The Life of Aesop, as told by Jean de La Fontaine, last part (13)
Aesop, on his return to Babylon, was received by Lycurgus with great demonstrations of joy and benevolence: the king had a statue erected with his figure. The desire to see and learn made him renounce all these honors. He left the court of Lycurgus, where he had all the advantages one could wish for, and took leave of that prince to see Greece once more. Lycurgus did not let him go without kisses and without tears, and without making him promise on the altars that he would return to end his days with him.
Among the cities where he stopped, Delphi was one of the main ones. The Delphians listened to him most willingly, but they did him no honor. Aesop, piqued by this contempt, compared them to the sticks that float on the wave: one imagines from afar that it is something considerable; up close, we find nothing. The comparison cost him dearly. The Delphians conceived such a hatred of him and such a violent desire for revenge (besides that they feared being decried by him), that they resolved to remove him from the world. To achieve this, they hid one of their sacred vessels among his clothes, claiming that by this means they would convict Aesop of theft and sacrilege, and they would condemn him to death.

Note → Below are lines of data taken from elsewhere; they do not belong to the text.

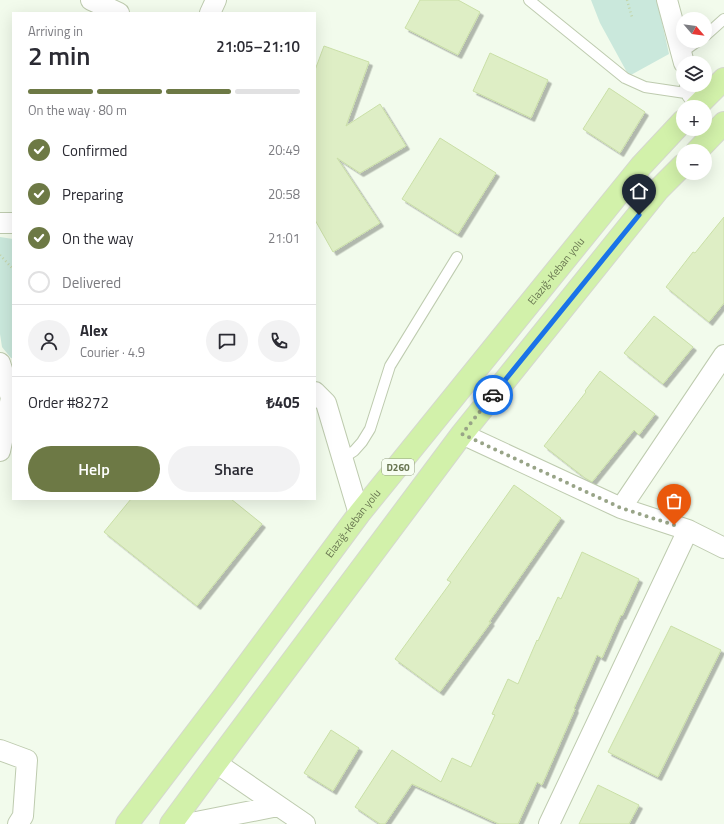 <!DOCTYPE html>
<html lang="en">
<head>
<meta charset="utf-8">
<style>
  body { margin:0; font-family:"Titillium Web",sans-serif; background:#f2f2f3; color:#2b2b33; height:100vh; display:flex; flex-direction:column; font-size:15px; white-space:nowrap }
  * { box-sizing:border-box; margin:0 }
  p { font-size:13px; color:#7c7c81 }
  .icon { flex:none; width:22px; height:22px; fill:none; stroke:currentColor; stroke-width:2; stroke-linecap:round; stroke-linejoin:round }
  .map { position:relative; flex:1; overflow:hidden }
  .panel { position:absolute; left:12px; top:12px; width:304px; height:488px; display:flex; flex-direction:column; background:#fff; border-radius:0px; box-shadow:0 4px 16px #0002 }
  .panel>* { flex:none }
  .needle { width:26px; rotate:118deg }
  .buttons { position:absolute; left:676px; top:12px; display:grid; gap:8px }
  .buttons a { display:grid; place-items:center; width:36px; height:36px; border-radius:50%; background:#fff; box-shadow:0 4px 16px #0002; font-size:20px }
  .pin { position:absolute; display:grid; place-items:center; width:34px; height:34px; color:#fff; margin:-41px -17px; border-radius:50% 50% 50% 0; rotate:-45deg; box-shadow:0 0 4px #0007 }
  .pin .icon { rotate:45deg }
  .courier { position:absolute; display:grid; place-items:center; width:40px; height:40px; margin:-20px; border:3px solid #1a73e8; border-radius:50%; background:#fff; color:#222; box-shadow:0 1px 5px #0007 }
  .summary em { font-style:normal; font-weight:600 }
  .summary div { display:flex; flex-direction:column-reverse }
  .summary { display:flex; align-items:center; justify-content:space-between; height:68px; padding:0 16px }
  h1 { font-size:26px; font-weight:600; line-height:30px }
  .bar { display:grid; grid-template-columns:repeat(4,1fr); gap:6px 4px; align-content:center; height:48px; padding:0 16px }
  .bar i { height:5px; border-radius:3px; background:#e1e1e2 }
  .bar .current { background:#6d7945 }
  .bar p { grid-column:span 4 }
  .line { display:flex; align-items:center; gap:10px; padding:0 16px; border-top:1px solid #e1e1e2 }
  .line div { flex:1 }
  .round { display:grid; place-items:center; flex:none; width:42px; height:42px; border-radius:21px; background:#f2f2f3 }
  ol { padding:0 16px; list-style:none }
  li { display:flex; align-items:center; gap:12px; height:44px }
  li p { margin-inline-start:auto }
  li .icon { padding:4px; border-radius:50%; background:#6d7945; color:#fff; stroke-width:4 }
  li:last-child { color:#7c7c81 }
  li i { width:22px; height:22px; border:2px solid #e1e1e2; border-radius:50% }
  .action { display:flex; gap:8px; margin-top:auto; padding:8px 16px }
  .action a { flex:1; height:46px; border-radius:24px; background:#6d7945; color:#fff; font-size:16px; font-weight:600; line-height:46px; text-align:center }
  .action a+a { background:#f2f2f3; color:#2b2b33 }
  .map>svg:first-child { display:block }
  .green { fill:#cae8dc }
  .building { fill:#deeec5; stroke:#cadfa7; filter:url(#shadow) }
  .lines { fill:none; stroke-linecap:round; stroke-linejoin:round }
  .service-casing { stroke:#becbaf; stroke-width:12 }
  .minor-casing { stroke:#becbaf; stroke-width:22 }
  .trunk-casing { stroke:#d5d8ce; stroke-width:24 }
  .path { stroke:#c3d4a8; stroke-width:2.5; stroke-dasharray:1 3; stroke-linecap:butt }
  .service { stroke:#fff; stroke-width:10 }
  .minor { stroke:#fff; stroke-width:20 }
  .trunk { stroke:#d2f1aa; stroke-width:22 }
  .done { stroke:#98a487; stroke-width:4; stroke-dasharray:0 7.2 }
  .route { stroke:#1a73e8; stroke-width:5 }
  .labels { text-anchor:middle; stroke-width:3; stroke-linejoin:round; paint-order:stroke }
  .shield { fill:#f7fef2; stroke:#939e81; stroke-width:1 }
  .shield-label { font-size:10px; font-weight:bold; fill:#687550 }
  .street-label { font-size:11px; fill:#687550; stroke:#f7fef2 }
</style>
</head>
<body>
<div class="map">
<svg width="724" height="824" viewBox="0 0 724 824">
  <defs>
    <filter id="shadow"><feDropShadow dx="3.5" dy="3.5" stdDeviation="0" flood-color="#0004"/></filter>
  </defs>
  <rect width="100%" height="100%" fill="#f2fbec"/>
  <path class="green" d="M591 0H657L669 54 629 76 600 23Z
    M0 237 13 239V358H11L2 347 0 334Z"/>
  <path class="building" d="M420 0H458L480 12 458 55 405 28Z
    M324 46 369 62 346 126 380 104 406 146 360 173 337 158 380 223 333 252 315 220V70Z
    M490 53 548 80 531 118 473 91Z
    M609 88 645 112 620 153 583 129Z
    M440 138 496 173 458 234 402 199Z
    M724 217V303L709 322 666 287 693 252 695 253Z
    M654 316 693 347 663 384 624 353Z
    M600 371 655 414 639 435 634 430 592 482 585 478 544 446 586 392 585 391Z
    M514 485 561 518 489 622H491L440 692 395 659 451 582 447 580Z
    M131 499H231L262 524 197 606 104 532Z
    M582 552 639 579 622 616 621 615 602 658 597 655 574 708 575 709 542 785 537 782 518 824H499L412 784 385 824H380L355 807 392 750 441 782 452 758 471 767 495 715 492 714 508 679 518 684 537 640 538 641 558 597 561 599Z
    M671 626 721 650 658 777 608 752Z
    M331 730 359 748 333 791 304 773Z
    M598 785 639 805 629 824H579Z"/>
  <g class="lines">
    <g class="service-casing">
      <path id="service" d="M529 0 625 78 645 87 692 94
        M705 36 724 19
        M681 53 698 41
        M343 458 354 451 362 442 370 429 390 366 457 257"/>
    </g>
    <g class="minor-casing">
      <path id="minor" d="M91 0 119 13
        M667 0 684 63
        M210 13 216 0
        M690 85 692 94 700 103
        M0 223H13
        M0 363 11 398 0 451
        M315 392 326 403 359 514
        M462 434 621 508 688 530 724 548
        M621 508 724 355
        M0 750 27 760 23 816 18 824
        M216 763 305 824
        M186 824 278 806
        M549 824 688 530"/>
    </g>
    <g class="trunk-casing">
      <g id="trunk">
        <path d="M696 107 724 79"/>
        <path d="M697 151 724 123"/>
        <path id="s1" d="M127 824 225 695 359 514 641 166 683 121"/>
        <path d="M171 824 216 763 462 434 658 190 683 165"/>
      </g>
    </g>
    <path class="path" d="M627 0 632 17
      M0 255 13 269"/>
    <use href="#service" class="service"/>
    <use href="#minor" class="minor"/>
    <use href="#trunk" class="trunk"/>
  </g>
  <g class="lines">
    <path class="done" d="M493 395 462 434 621 508 674 525"/>
    <path class="route" d="M493 395 639 215"/>
  </g>
  <g class="labels">
    <rect class="shield" x="382" y="459" width="32" height="16" rx="3"/>
    <g class="shield-label">
      <text x="398" y="471">D260</text>
    </g>
    <g class="street-label">
      <text dy="4" stroke="none"><textPath href="#s1" startOffset="700">Elazığ-Keban yolu</textPath></text>
      <text dy="4" stroke="none"><textPath href="#s1" startOffset="376">Elazığ-Keban yolu</textPath></text>
    </g>
  </g>
</svg>
<div class="buttons">
<a><svg class="needle" viewBox="-14 -14 28 28"><path d="M0-13l5 13h-10z" fill="#e53935"/><path d="M0 13l5-13h-10z" fill="#7c7c81"/></svg></a>
<a><svg class="icon" aria-label="layers" viewBox="0 0 24 24"><path d="M12 4l9 5-9 5-9-5zM3 14l9 5 9-5"/></svg></a>
<a>+</a>
<a>−</a>
</div>
<div class="pin" style="left:674px;top:525px;background:#ea580c"><svg class="icon" aria-label="bag" viewBox="0 0 24 24"><path d="M5 8h14l-1 12H6zM9 8a3 3 0 0 1 6 0"/></svg></div>
<div class="pin" style="left:639px;top:215px;background:#1f2937"><svg class="icon" aria-label="home" viewBox="0 0 24 24"><path d="M3 11l9-7 9 7M6 9v11h12V9"/></svg></div>
<div class="courier" style="left:493px;top:395px"><svg class="icon" aria-label="car" viewBox="0 0 24 24"><path d="M5 17H2v-5l4-1 3-4h7l3 4 3 1v5h-3M9 17h6M6 11h13"/><circle cx="7" cy="17" r="2"/><circle cx="17" cy="17" r="2"/></svg></div>
<section class="panel">
<div class="summary"><div><h1>2 min</h1><p>Arriving in</p></div><em>21:05–21:10</em></div>
<div class="bar"><i class="current"></i><i class="current"></i><i class="current"></i><i></i><p>On the way · 80 m</p></div>
<ol>
<li><svg class="icon" aria-label="check" viewBox="0 0 24 24"><path d="M5 12l5 5 9-10"/></svg>Confirmed<p>20:49</p></li>
<li><svg class="icon" aria-label="check" viewBox="0 0 24 24"><path d="M5 12l5 5 9-10"/></svg>Preparing<p>20:58</p></li>
<li><svg class="icon" aria-label="check" viewBox="0 0 24 24"><path d="M5 12l5 5 9-10"/></svg>On the way<p>21:01</p></li>
<li><i></i>Delivered</li>
</ol>
<div class="line" style="height:72px"><a class="round"><svg class="icon" aria-label="person" viewBox="0 0 24 24"><circle cx="12" cy="8" r="4"/><path d="M4 21q1-7 8-7t8 7"/></svg></a><div><b>Alex</b><p>Courier · 4.9</p></div><a class="round"><svg class="icon" aria-label="chat" viewBox="0 0 24 24"><path d="M4 5h16v11H9l-5 4z"/></svg></a><a class="round"><svg class="icon" aria-label="phone" viewBox="0 0 24 24"><path d="M5 4h4l2 5-3 2q2 4 5 5l2-3 5 2v4C11 20 4 13 5 4z"/></svg></a></div>
<div class="line" style="height:52px"><div>Order #8272</div><b>₺405</b></div>
<div class="action"><a>Help</a><a>Share</a></div>
</section>
</div>
</body>
</html> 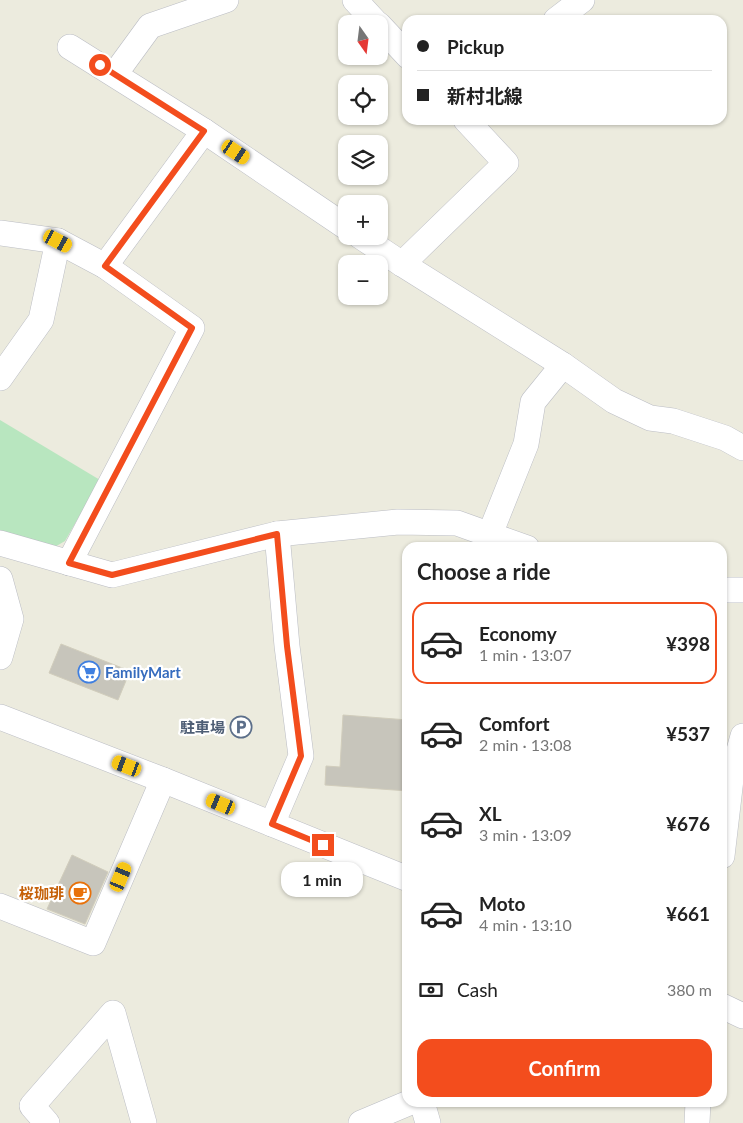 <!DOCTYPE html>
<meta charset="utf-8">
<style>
:root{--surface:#fff;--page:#f6f6f6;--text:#222;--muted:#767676;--line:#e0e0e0;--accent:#f34d1d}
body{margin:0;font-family:Lato,"Noto Sans JP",sans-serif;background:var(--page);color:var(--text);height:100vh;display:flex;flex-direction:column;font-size:19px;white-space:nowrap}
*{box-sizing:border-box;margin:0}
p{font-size:16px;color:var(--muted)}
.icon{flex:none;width:28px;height:28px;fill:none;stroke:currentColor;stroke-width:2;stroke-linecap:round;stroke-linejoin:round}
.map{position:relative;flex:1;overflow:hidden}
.panel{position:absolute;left:402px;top:542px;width:325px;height:565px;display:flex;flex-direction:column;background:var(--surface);border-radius:15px;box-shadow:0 1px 4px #0004}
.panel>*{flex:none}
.hud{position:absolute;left:402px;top:15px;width:325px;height:110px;border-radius:15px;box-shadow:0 1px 4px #0004;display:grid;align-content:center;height:110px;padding:0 15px;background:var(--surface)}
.needle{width:32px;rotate:166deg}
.buttons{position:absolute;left:338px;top:15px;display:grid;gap:10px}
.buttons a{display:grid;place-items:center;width:50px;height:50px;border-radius:10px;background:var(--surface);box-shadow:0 1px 4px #0004;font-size:25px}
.end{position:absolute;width:22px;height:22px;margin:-11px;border:6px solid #f34d1d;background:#fff;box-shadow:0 0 0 2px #fff}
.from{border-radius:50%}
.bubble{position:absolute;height:35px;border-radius:15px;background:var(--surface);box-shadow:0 1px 4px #0004;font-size:16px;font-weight:700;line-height:35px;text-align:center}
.car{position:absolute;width:15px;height:30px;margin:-15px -8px;border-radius:6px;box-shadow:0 0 4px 1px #0007;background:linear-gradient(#f5c518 24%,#345 0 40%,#f5c518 0 76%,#345 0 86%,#f5c518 0)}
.hud b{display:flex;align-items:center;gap:18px;height:48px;font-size:19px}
.hud b+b{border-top:1px solid var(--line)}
.hud i{width:12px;height:12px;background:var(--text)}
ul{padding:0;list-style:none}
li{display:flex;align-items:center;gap:15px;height:82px;margin:0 10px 8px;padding:0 5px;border:2px solid transparent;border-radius:15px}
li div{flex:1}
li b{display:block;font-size:19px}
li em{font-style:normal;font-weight:700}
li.on{border-color:var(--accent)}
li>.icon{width:45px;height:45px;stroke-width:1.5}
h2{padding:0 15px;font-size:22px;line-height:60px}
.pay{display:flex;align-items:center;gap:12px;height:55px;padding:0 15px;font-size:19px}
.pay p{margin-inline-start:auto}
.primary-button{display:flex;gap:10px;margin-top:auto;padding:10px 15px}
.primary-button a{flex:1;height:58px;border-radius:15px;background:var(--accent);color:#fff;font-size:20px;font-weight:700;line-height:58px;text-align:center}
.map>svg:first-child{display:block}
.green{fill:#b8e6bf}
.building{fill:#c7c5bb;stroke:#d1cdbc}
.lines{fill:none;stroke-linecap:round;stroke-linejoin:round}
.minor-casing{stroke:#bbbdc4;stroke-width:26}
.minor{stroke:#fff;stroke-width:25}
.route{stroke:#f34d1d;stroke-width:6}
.labels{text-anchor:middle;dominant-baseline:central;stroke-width:4.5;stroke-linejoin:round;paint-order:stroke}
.shop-label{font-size:15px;font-weight:bold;fill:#366cbe;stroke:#fff;text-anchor:start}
.service-label{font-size:15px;font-weight:bold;fill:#4e5e75;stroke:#fff;text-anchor:end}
.food-label{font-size:15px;font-weight:bold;fill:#c56008;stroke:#fff;text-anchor:end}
</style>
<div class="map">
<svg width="743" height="1123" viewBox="0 0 743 1123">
<rect width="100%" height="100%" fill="#ecebde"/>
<path class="green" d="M0,420L100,480L65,541L53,548L0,534Z"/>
<g class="building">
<path d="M61,644L130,671L118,700L49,673Z"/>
<path d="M343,715L408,720V791L325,785L326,766L340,767Z"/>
<path d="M72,855L108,872L85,924L47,909Z"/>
</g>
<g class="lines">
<g class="minor-casing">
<g id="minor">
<path d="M355,0L377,24"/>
<path d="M556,20L582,0"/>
<path d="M379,25L408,56"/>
<path d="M70,47L204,131L346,227"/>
<path d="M115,74L150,26L226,0"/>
<path d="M0,233L58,241L105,266L192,328L69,563"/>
<path d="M360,236L402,264L563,365L614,401L650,418L673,421L725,438L743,448"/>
<path d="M402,264L506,163L466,120"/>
<path d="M105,266L204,131"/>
<path d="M0,378L41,320L58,241"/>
<path d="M490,534L526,444L533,402L563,365"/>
<path d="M0,543L112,575L277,534L398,522L457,523L527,548"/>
<path d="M0,579L11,619L0,657"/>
<path d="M722,590H743"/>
<path d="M0,717L163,780L408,879"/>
<path d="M272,824L301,756L287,646L277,534"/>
<path d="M722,856L731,779L743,736"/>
<path d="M0,906L93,943L163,780"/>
<path d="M722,1006L743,1016"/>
<path d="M422,1102L428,1123"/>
<path d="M47,1123L32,1106L113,1013L144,1123"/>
<path d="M361,1123L411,1102"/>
<path d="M697,1123L698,1102"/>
</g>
</g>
<use href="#minor" class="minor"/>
</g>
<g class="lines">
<path class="route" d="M100,65L204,131L105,266L192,328L69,563L112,575L277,534L287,646L301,756L272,824L323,845"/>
</g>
<defs>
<g id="supermarket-ring" transform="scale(1.125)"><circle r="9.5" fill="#fff" stroke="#3f7fe0" stroke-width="1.5"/><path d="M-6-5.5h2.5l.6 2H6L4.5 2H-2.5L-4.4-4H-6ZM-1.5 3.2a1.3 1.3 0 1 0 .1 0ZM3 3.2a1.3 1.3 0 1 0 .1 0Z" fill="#3f7fe0"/></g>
<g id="parking-ring" transform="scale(1.125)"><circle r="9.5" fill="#fff" stroke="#5c6f8a" stroke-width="1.5"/><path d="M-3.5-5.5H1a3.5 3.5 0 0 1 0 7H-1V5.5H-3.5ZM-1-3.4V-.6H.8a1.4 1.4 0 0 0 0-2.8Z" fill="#5c6f8a"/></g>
<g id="cafe-ring" transform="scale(1.125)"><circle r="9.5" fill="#fff" stroke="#e8710a" stroke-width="1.5"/><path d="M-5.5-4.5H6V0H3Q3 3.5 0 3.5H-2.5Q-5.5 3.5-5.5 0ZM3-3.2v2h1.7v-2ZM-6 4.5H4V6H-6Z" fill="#e8710a"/></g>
</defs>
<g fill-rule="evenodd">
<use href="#supermarket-ring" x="89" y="672"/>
<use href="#parking-ring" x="241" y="727"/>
<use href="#cafe-ring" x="80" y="893"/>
</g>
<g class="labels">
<g class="shop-label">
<text x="105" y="672">FamilyMart</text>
</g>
<g class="service-label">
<text x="225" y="727">駐車場</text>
</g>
<g class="food-label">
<text x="64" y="893">桜珈琲</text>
</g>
</g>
</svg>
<div class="buttons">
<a><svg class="needle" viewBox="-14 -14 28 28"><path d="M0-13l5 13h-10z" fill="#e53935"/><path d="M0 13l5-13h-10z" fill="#767676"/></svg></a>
<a><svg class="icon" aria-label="locate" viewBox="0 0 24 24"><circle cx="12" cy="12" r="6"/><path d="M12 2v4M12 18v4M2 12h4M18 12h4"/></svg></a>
<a><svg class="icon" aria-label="layers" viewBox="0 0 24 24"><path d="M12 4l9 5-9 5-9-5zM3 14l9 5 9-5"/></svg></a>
<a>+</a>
<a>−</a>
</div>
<i class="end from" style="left:100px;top:65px"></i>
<i class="end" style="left:323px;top:845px"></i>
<div class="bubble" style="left:281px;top:862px;width:82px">1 min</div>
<i class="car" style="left:236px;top:152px;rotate:124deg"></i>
<i class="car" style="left:58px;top:241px;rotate:118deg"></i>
<i class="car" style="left:127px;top:766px;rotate:291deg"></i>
<i class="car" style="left:221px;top:804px;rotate:292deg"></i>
<i class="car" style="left:121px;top:877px;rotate:23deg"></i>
<div class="hud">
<b><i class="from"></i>Pickup</b>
<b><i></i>新村北線</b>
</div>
<section class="panel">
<h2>Choose a ride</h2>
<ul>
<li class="on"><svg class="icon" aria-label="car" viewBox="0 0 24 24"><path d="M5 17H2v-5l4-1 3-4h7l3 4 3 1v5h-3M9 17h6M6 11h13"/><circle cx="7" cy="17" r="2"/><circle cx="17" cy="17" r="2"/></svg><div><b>Economy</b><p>1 min · 13:07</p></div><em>¥398</em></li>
<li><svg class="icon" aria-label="car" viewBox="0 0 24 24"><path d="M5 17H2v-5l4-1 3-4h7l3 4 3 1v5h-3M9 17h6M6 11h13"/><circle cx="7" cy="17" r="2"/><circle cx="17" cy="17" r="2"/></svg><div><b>Comfort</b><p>2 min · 13:08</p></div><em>¥537</em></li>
<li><svg class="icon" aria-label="car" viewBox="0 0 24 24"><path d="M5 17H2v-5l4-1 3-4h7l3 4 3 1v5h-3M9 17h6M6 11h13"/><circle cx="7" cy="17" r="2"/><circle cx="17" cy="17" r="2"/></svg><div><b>XL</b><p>3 min · 13:09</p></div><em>¥676</em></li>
<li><svg class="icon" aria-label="car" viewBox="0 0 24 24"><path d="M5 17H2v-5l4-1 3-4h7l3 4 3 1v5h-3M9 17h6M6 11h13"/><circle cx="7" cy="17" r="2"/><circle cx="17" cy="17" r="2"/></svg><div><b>Moto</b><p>4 min · 13:10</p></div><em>¥661</em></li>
</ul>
<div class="pay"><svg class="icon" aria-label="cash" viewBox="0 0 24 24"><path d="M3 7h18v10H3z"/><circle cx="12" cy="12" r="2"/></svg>Cash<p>380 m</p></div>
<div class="primary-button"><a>Confirm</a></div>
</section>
</div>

As he left Delphi and took the road to Phocis, the Delphians came running like people who were in trouble. They accused him of having stolen their vase; Aesop denied it with an oath: his crew was searched, and the vase was found. All that Aesop could say did not prevent him from being treated as an infamous criminal. He was brought back to Delphi, loaded with irons, put in dungeons, then condemned to be thrown. It was of no avail to him to defend himself with his ordinary weapons, and to tell apologs: the Delphians laughed at them.
The frog, he told them, had invited the rat to come and see it. In order to make him cross the wave, she tied him to her foot. As soon as he was on the water, she wanted to drag him to the bottom, with the intention of drowning him and then making a meal of him. The unfortunate rat resisted for a while. As he struggled on the water, a bird of prey saw him, and swooped down on him; and having removed it with the frog, which could not be detached, he feasted on both. It is thus, abominable Delphians, that one more powerful than us will avenge me: I will perish, but you will also perish.
As he was being led to his execution, he found a way to escape and entered a small temple dedicated to Apollo. The Delphians pulled him out. You are violating this asylum, he tells them because it is only a small temple; but a day will come when your wickedness will find no safe retreat, not even in the big temples. The same thing will happen to you as to the eagle, which, notwithstanding the prayers of the snail, carried away a hare that had taken refuge with him: the generation of the eagle was punished for it even in the bosom of Jupiter. The Delphians, little touched by all these examples, precipitated it.
Shortly after his death, a very violent plague wreaked havoc on them. They asked the oracle how they could appease the wrath of the gods. The oracle answered them that there was nothing else but to expiate their crime and to satisfy the ghosts of Aesop. Immediately a pyramid was erected. The gods did not alone bear witness to how much they displeased this crime: men also avenged the death of their sage. Greece sent commissioners to inform them of it and made it a severe punishment.